=== RECORD EXTRACTS ===

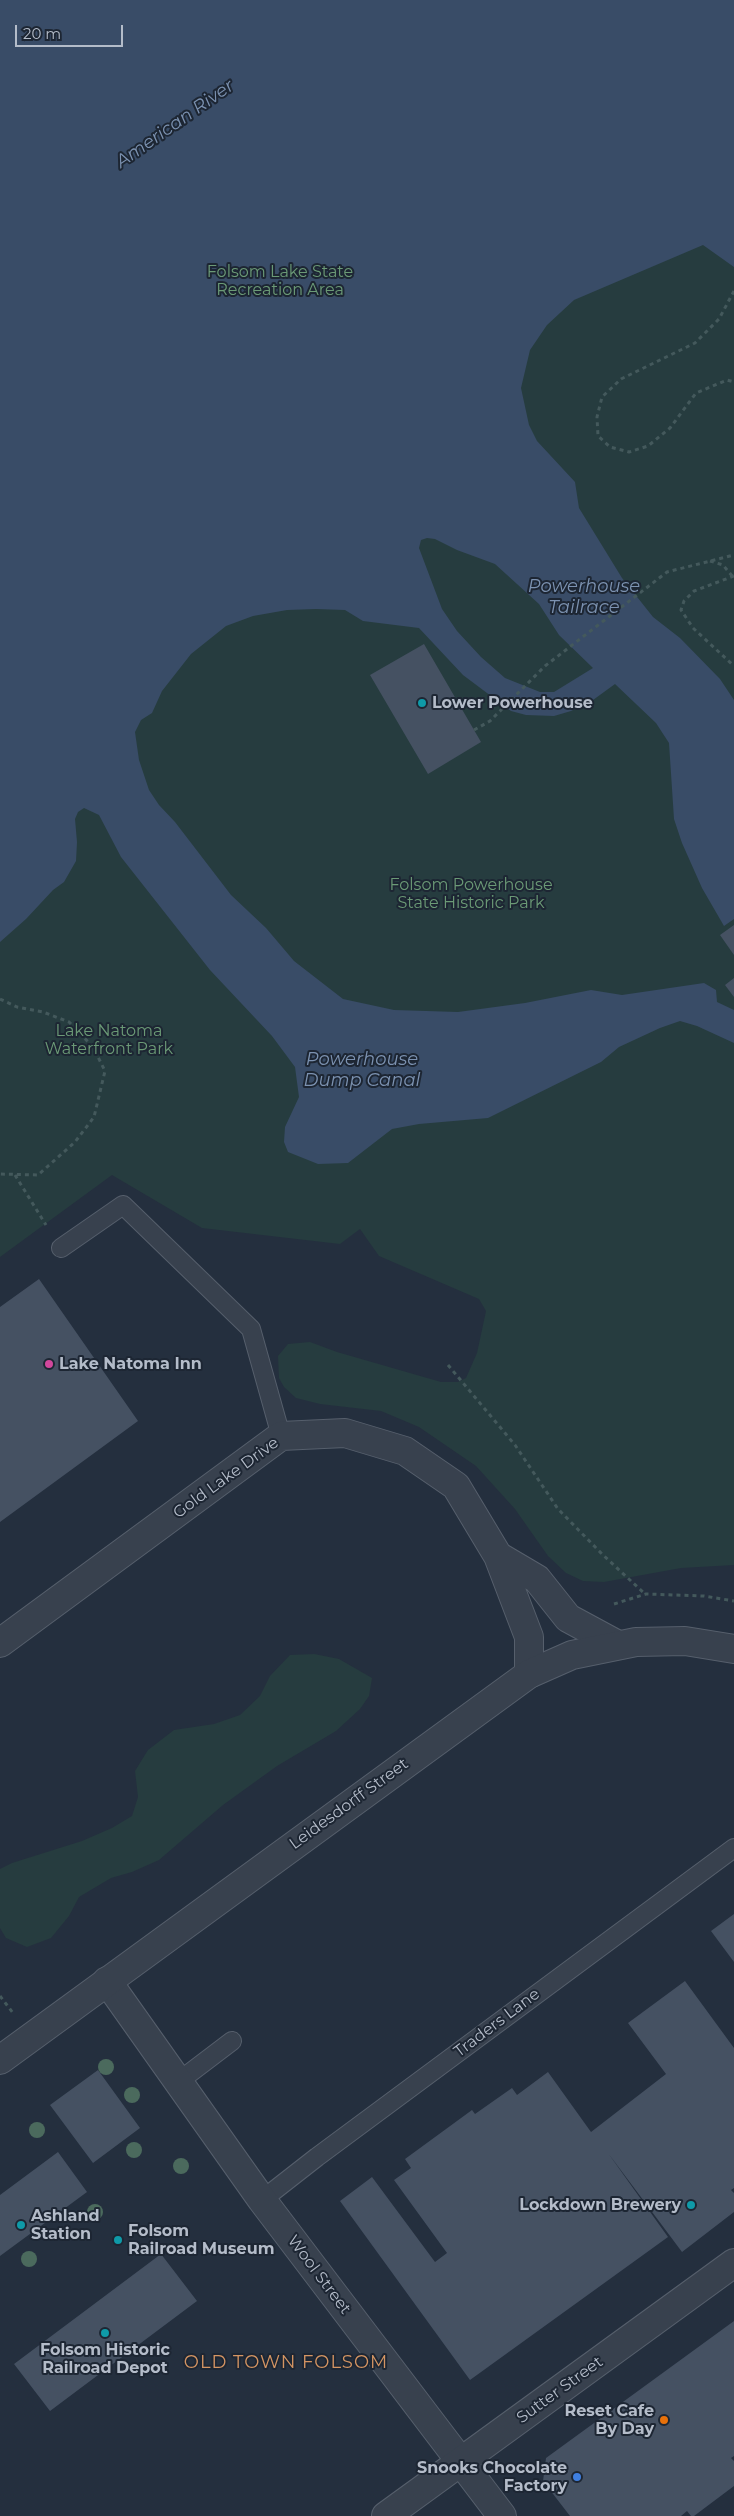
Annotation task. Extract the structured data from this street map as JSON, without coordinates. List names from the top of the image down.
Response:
{
  "streets": {
    "street": [
      "Gold Lake Drive",
      "Leidesdorff Street",
      "Wool Street",
      "Sutter Street"
    ],
    "lane": ["Traders Lane"]
  },
  "crossings": [
    ["Gold Lake Drive", "Leidesdorff Street"],
    ["Leidesdorff Street", "Wool Street"],
    ["Traders Lane", "Wool Street"],
    ["Wool Street", "Sutter Street"]
  ],
  "districts": ["OLD TOWN FOLSOM"],
  "water": ["American River", "Powerhouse Tailrace", "Powerhouse Dump Canal"],
  "parks": ["Folsom Lake State Recreation Area", "Folsom Powerhouse State Historic Park", "Lake Natoma Waterfront Park"],
  "places": [
    "Lower Powerhouse",
    "Lake Natoma Inn",
    "Lockdown Brewery",
    "Ashland Station",
    "Folsom Railroad Museum",
    "Folsom Historic Railroad Depot",
    "Reset Cafe By Day",
    "Snooks Chocolate Factory"
  ],
  "scale_bar": "20 m"
}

===

- [PROBLEM STATEMENT] Would you retype every record above exactly, leaving out the pictures?

- [ANSWER FOR THE TASK]
Annotation task. Extract the structured data from this street map as JSON, without coordinates. List names from the top of the image down.
Response:
{
  "streets": {
    "street": [
      "Gold Lake Drive",
      "Leidesdorff Street",
      "Wool Street",
      "Sutter Street"
    ],
    "lane": ["Traders Lane"]
  },
  "crossings": [
    ["Gold Lake Drive", "Leidesdorff Street"],
    ["Leidesdorff Street", "Wool Street"],
    ["Traders Lane", "Wool Street"],
    ["Wool Street", "Sutter Street"]
  ],
  "districts": ["OLD TOWN FOLSOM"],
  "water": ["American River", "Powerhouse Tailrace", "Powerhouse Dump Canal"],
  "parks": ["Folsom Lake State Recreation Area", "Folsom Powerhouse State Historic Park", "Lake Natoma Waterfront Park"],
  "places": [
    "Lower Powerhouse",
    "Lake Natoma Inn",
    "Lockdown Brewery",
    "Ashland Station",
    "Folsom Railroad Museum",
    "Folsom Historic Railroad Depot",
    "Reset Cafe By Day",
    "Snooks Chocolate Factory"
  ],
  "scale_bar": "20 m"
}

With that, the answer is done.